What states do you see as having being in a spot to where Democrats can realistically flip from red to blue compared to four years ago?
Anthony Scaramucci: Well, I think what’s super surprising is Georgia. If you look at Georgia, Joe Biden’s plus seven in Georgia. They seem neck and neck—they’re inside the margin of error in Texas. I think it’d be hard for Joe Biden to win Florida. Frankly, that’s just my opinion knowing what I know of the state. I think Joe Biden—remember no Republican has won Pennsylvania since 1988 other than Donald Trump. I think it reverts back to Joe Biden. He’s up slightly in North Carolina. These are positive. The Real Clear Politics average in North Carolina has Joe Biden up four. Remember, Secretary Clinton at this time was up three. She lost the state. Did she lose the state? I’m pretty sure she lost it. (She lost 49%-46%.) But anyway, we’ll have to see. It’s going to be close. That,I know. If you’re asking me a gun to my head, do I believe the polls? I think the polls are gonna be generally right but here’s a lot of quiet Trump supporters out there that don’t like admitting their support for the president in those polls.
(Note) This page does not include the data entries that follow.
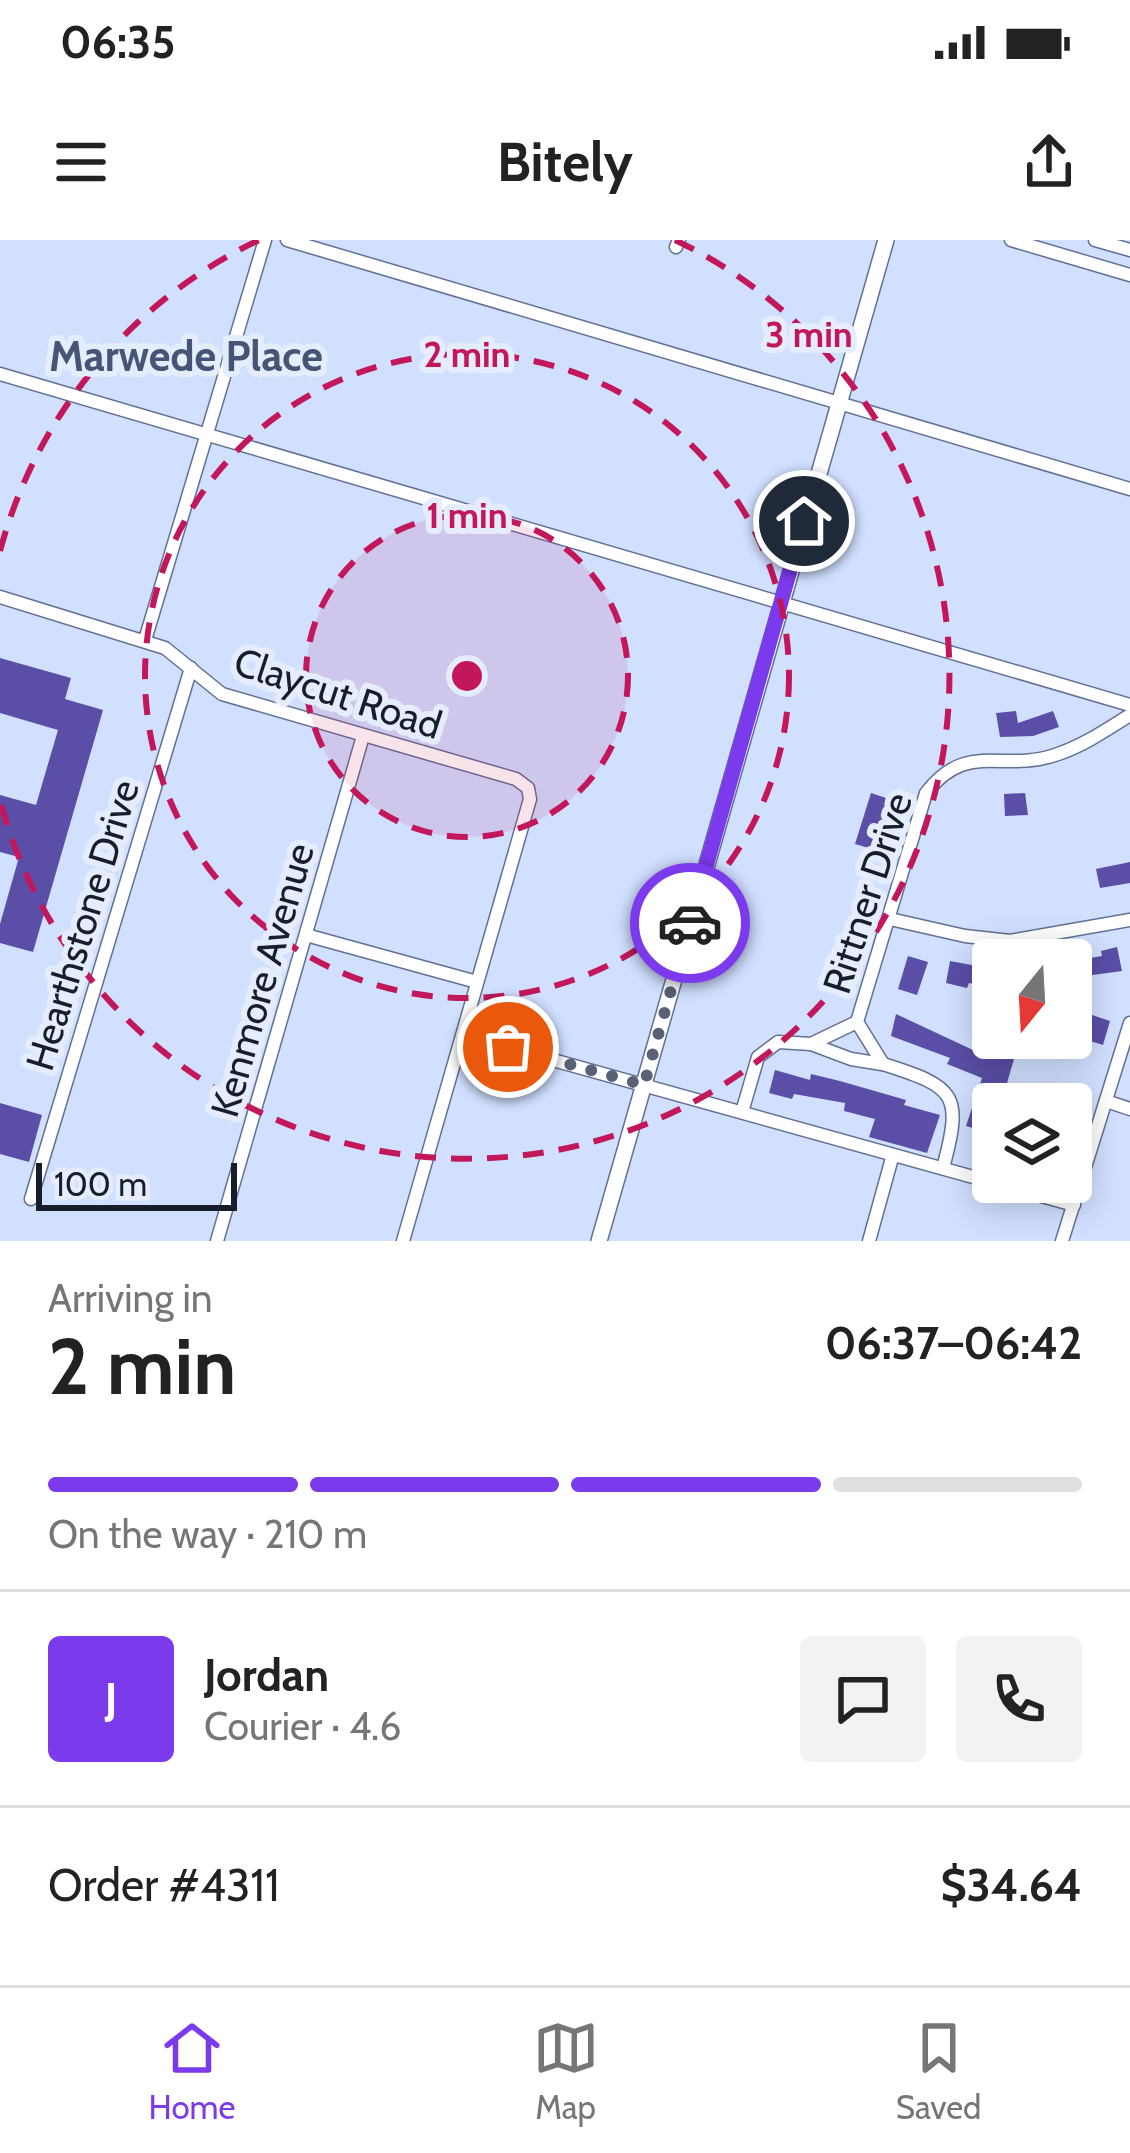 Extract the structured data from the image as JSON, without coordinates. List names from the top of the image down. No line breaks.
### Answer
{"streets":{"street":["Claycut Road","Rittner Drive","Hearthstone Drive","Kenmore Avenue"]},"crossings":[["Claycut Road","Hearthstone Drive"],["Claycut Road","Kenmore Avenue"]],"districts":["Marwede Place"],"scale_bar":"100 m","north":"bottom","page":{"status":"06:35","header":"Bitely","scale":"100 m","heading":["2 min","Arriving in","06:37–06:42"],"panel":["Jordan","Courier · 4.6","Order #4311","$34.64"],"bar":"On the way · 210 m","round":"J","tabs":["Home","Map","Saved"]},"rings":["3 min","2 min","1 min"]} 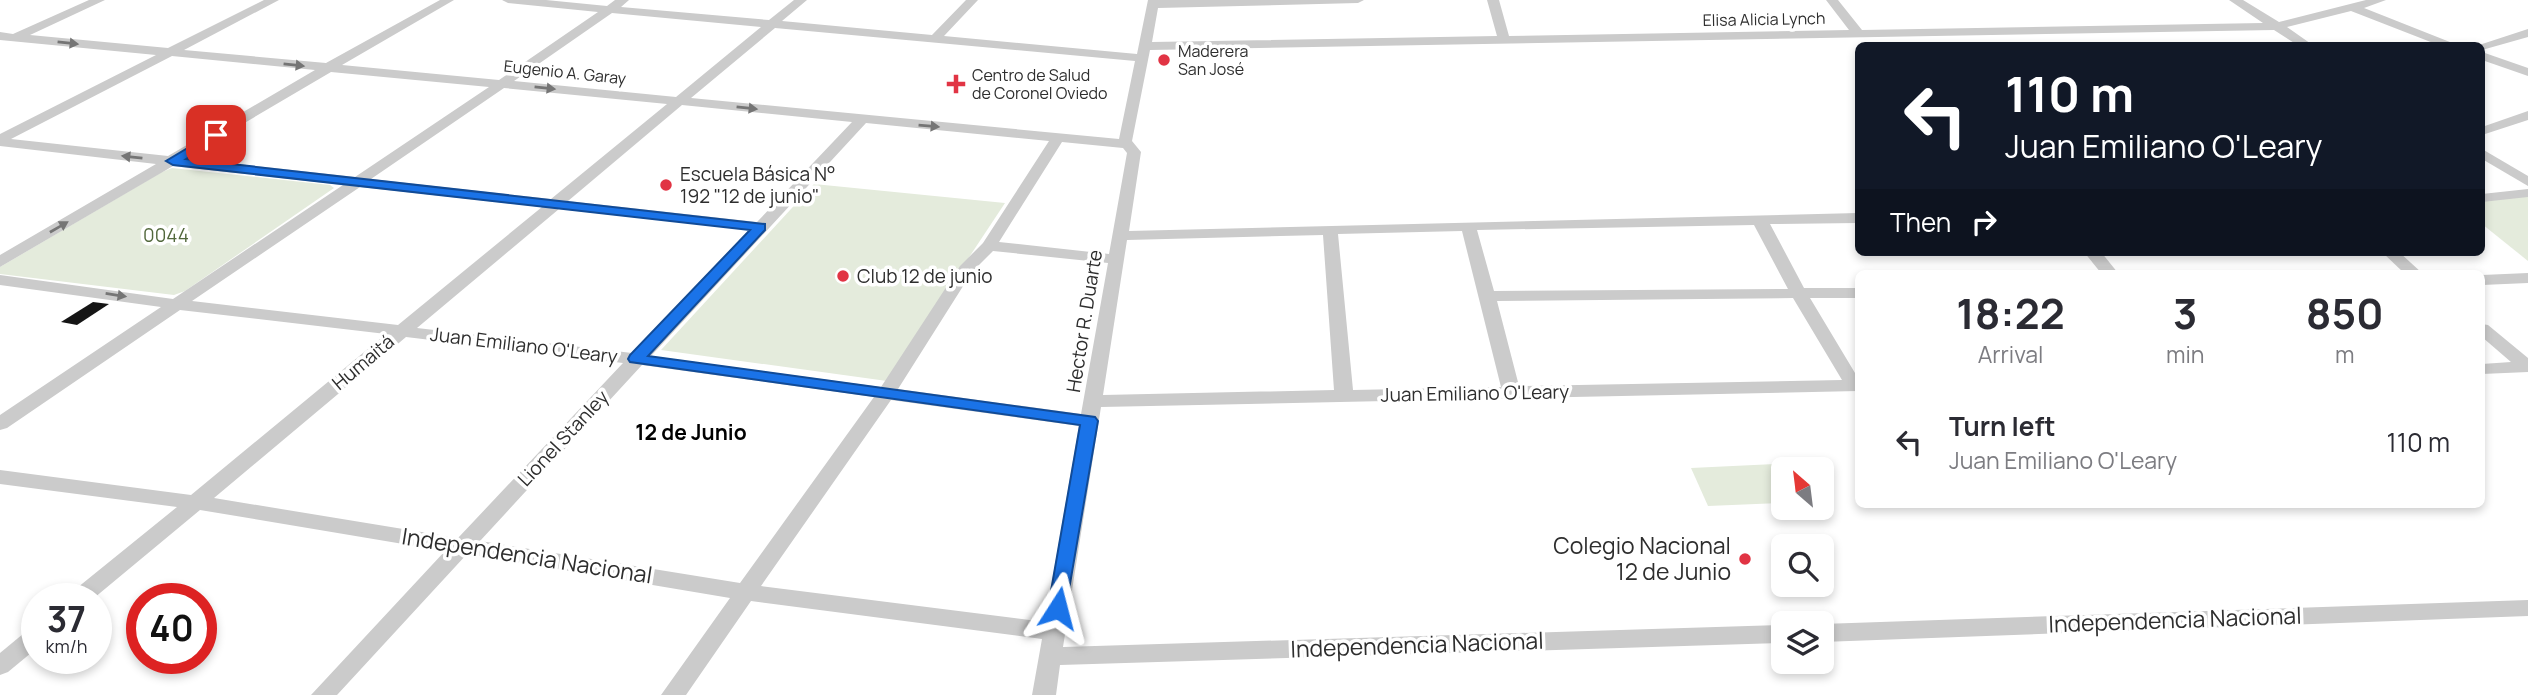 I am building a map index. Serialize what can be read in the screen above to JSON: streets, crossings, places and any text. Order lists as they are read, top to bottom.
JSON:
{
  "streets": {
    "street": [
      "Elisa Alicia Lynch",
      "Eugenio A. Garay",
      "Hector R. Duarte",
      "Juan Emiliano O'Leary",
      "Humaitá",
      "Lionel Stanley",
      "Independencia Nacional"
    ]
  },
  "crossings": [
    ["Elisa Alicia Lynch", "Hector R. Duarte"],
    ["Elisa Alicia Lynch", "Humaitá"],
    ["Eugenio A. Garay", "Hector R. Duarte"],
    ["Eugenio A. Garay", "Humaitá"],
    ["Eugenio A. Garay", "Lionel Stanley"],
    ["Hector R. Duarte", "Juan Emiliano O'Leary"],
    ["Hector R. Duarte", "Independencia Nacional"],
    ["Juan Emiliano O'Leary", "Humaitá"],
    ["Juan Emiliano O'Leary", "Lionel Stanley"],
    ["Humaitá", "Independencia Nacional"],
    ["Lionel Stanley", "Independencia Nacional"]
  ],
  "districts": ["12 de Junio"],
  "parks": ["0044"],
  "places": {
    "other": [
      "Maderera San José",
      "Escuela Básica N° 192 \"12 de junio\"",
      "Club 12 de junio",
      "Colegio Nacional 12 de Junio"
    ],
    "health": ["Centro de Salud de Coronel Oviedo"]
  },
  "north": "top left",
  "page": {
    "turn": ["110 m", "Juan Emiliano O'Leary"],
    "then": "Then",
    "eta": [
      "18:22",
      "Arrival",
      "3",
      "min",
      "850",
      "m"
    ],
    "list": [
      {
        "name": "Turn left",
        "note": "Juan Emiliano O'Leary",
        "value": "110 m"
      }
    ],
    "speed": "37 km/h",
    "limit": "40"
  }
} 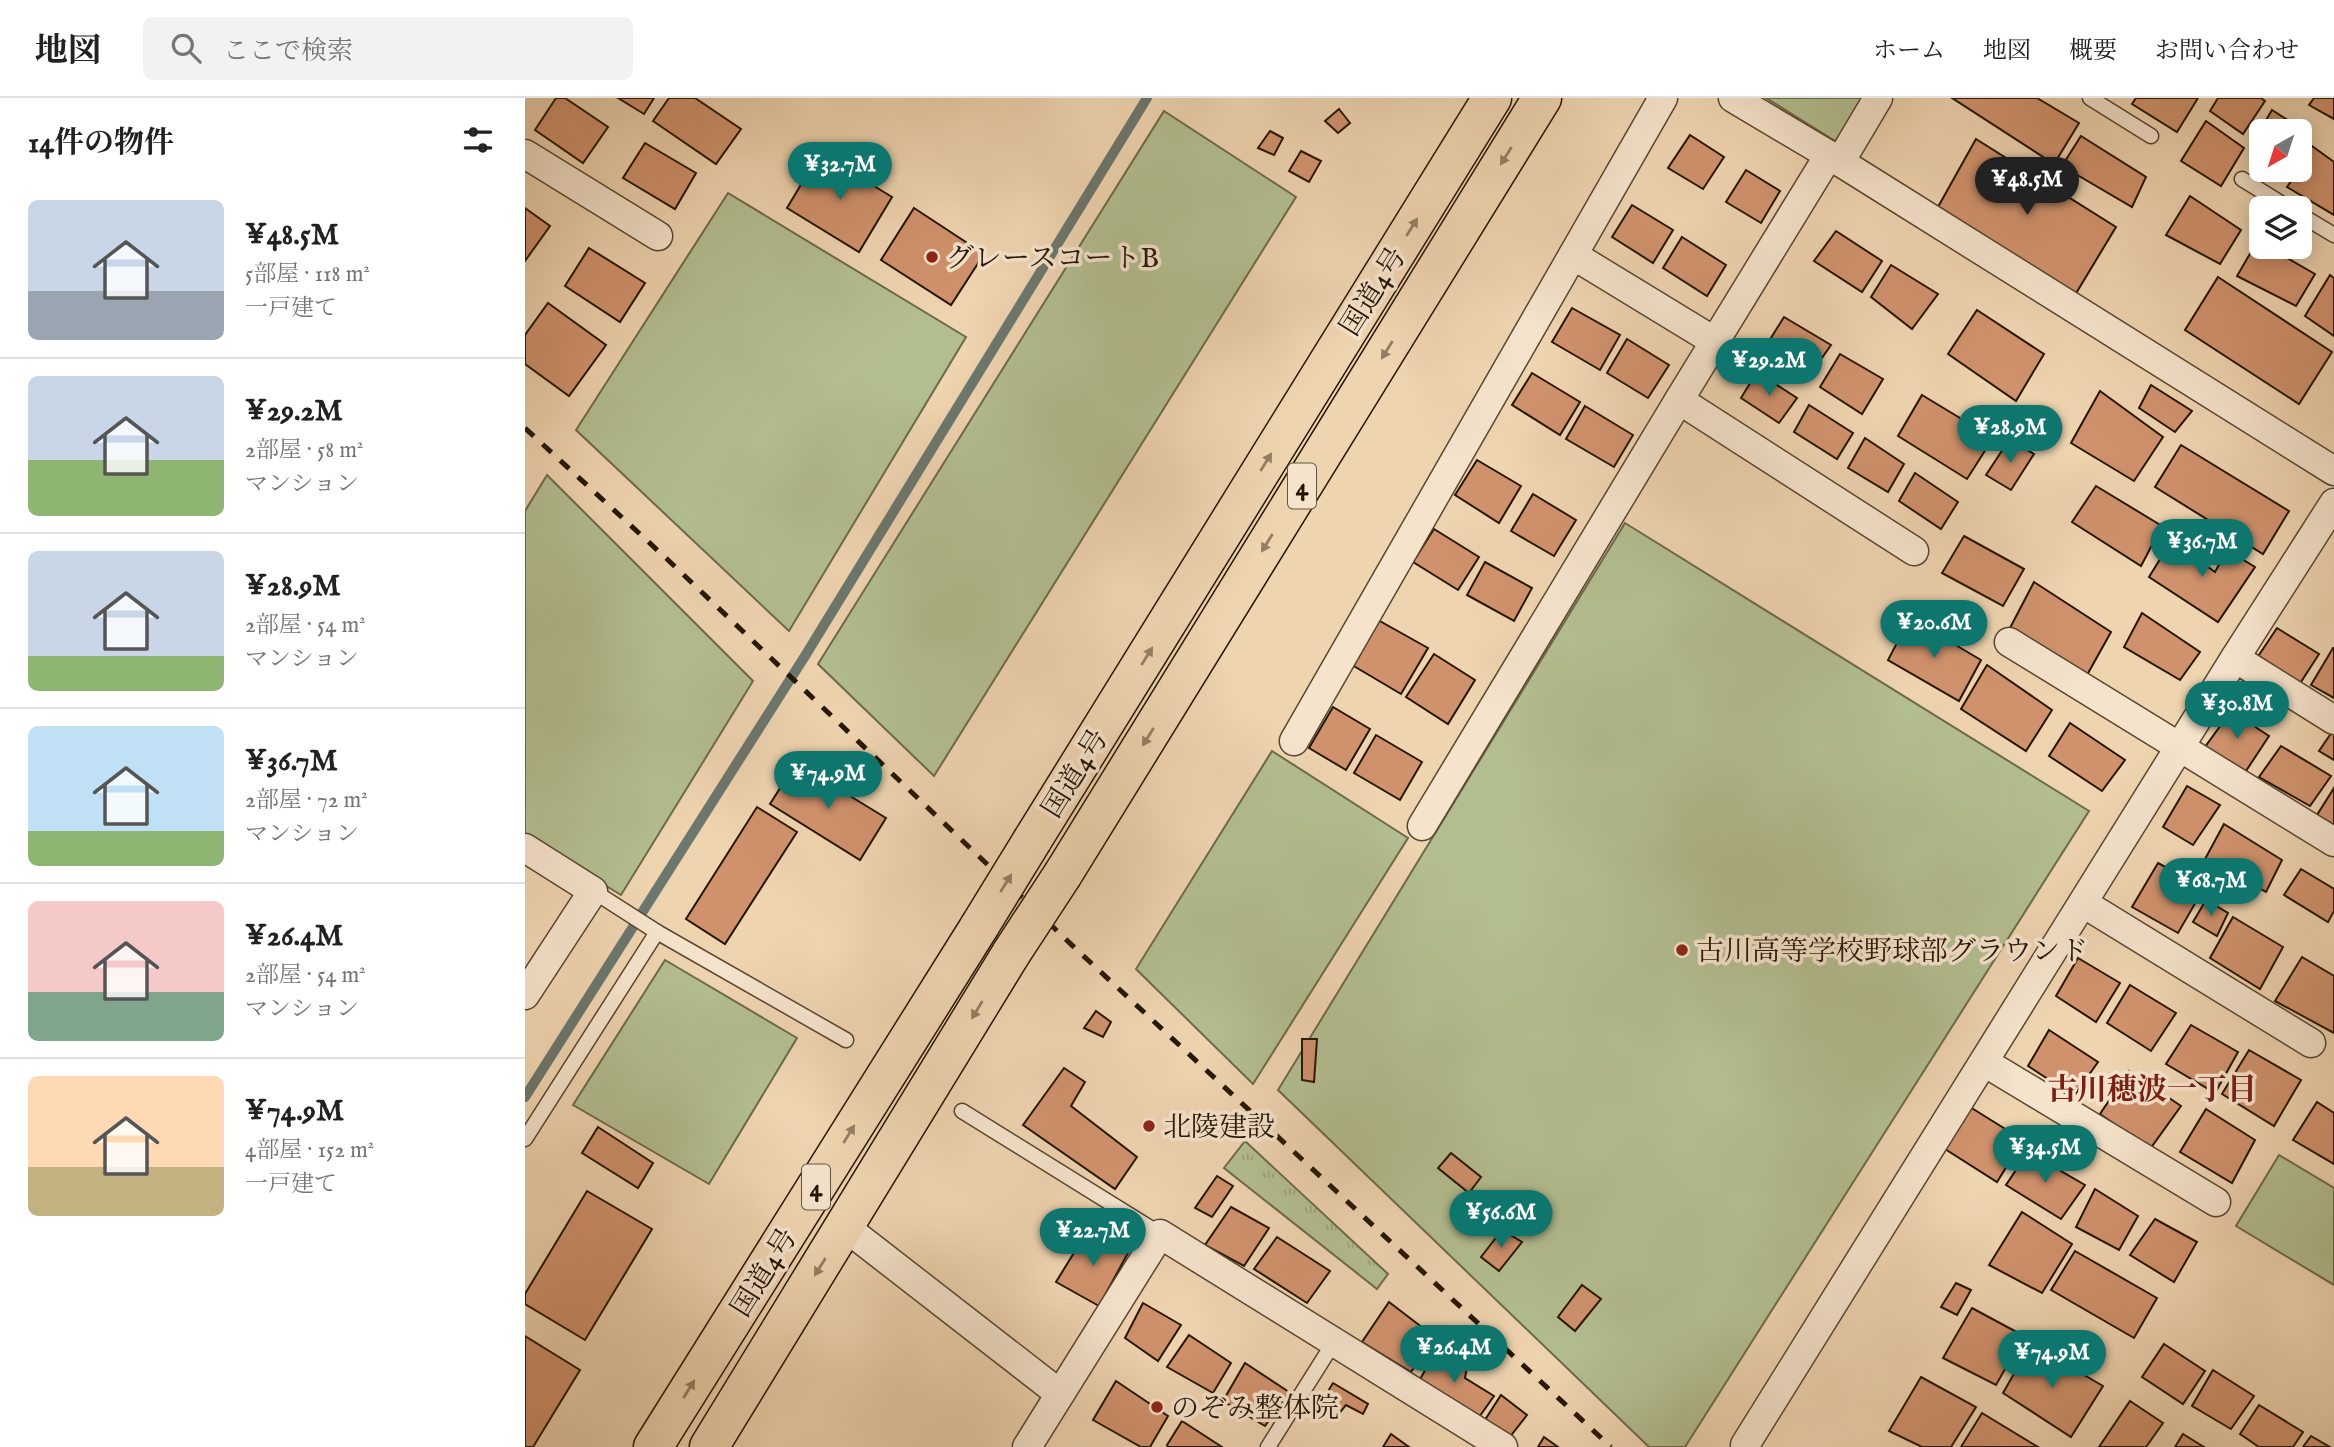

We saw in 2016 just how wrong the polls were.
James Fletcher: That’s right. The most important thing in any election anywhere on the planet is you fight all the way to Election Day. You never let hubris sink in. You never make the lazy decisions that campaigns do when they think it’s in the bag. This impacts voters because if it’s a rainy day or they’ve had a bad day, or they just don’t fancy waiting in line, they can very easily not go and vote. We all know what happens when that is the case.
What do you hope people take away from watching The Accidental President?
James Fletcher: I’d like anybody watching this film to stress test their own opinions. So whether you’re pro-Trump, whether you’re pro-Clinton, you’re an interested on-looker. By the way, this doesn’t just relate to American politics. The UK has a prime minister, whose main skill is seeking attention. The Ukraine, this last year voted in a president who was a celebrity on television. This is happening around the world. I’d like electorates to demand more of their politicians in a campaign than pure entertainment. As Anthony says in the film, 50 or 60 years ago, people had very smart, calm debates. The presidential debates discussed really complex geopolitical ideas. I think as voters, we have to start demanding that grade of discussion and really look at candidates’ ability to govern rather than their ability to entertain, which is kind of where it’s heading right now.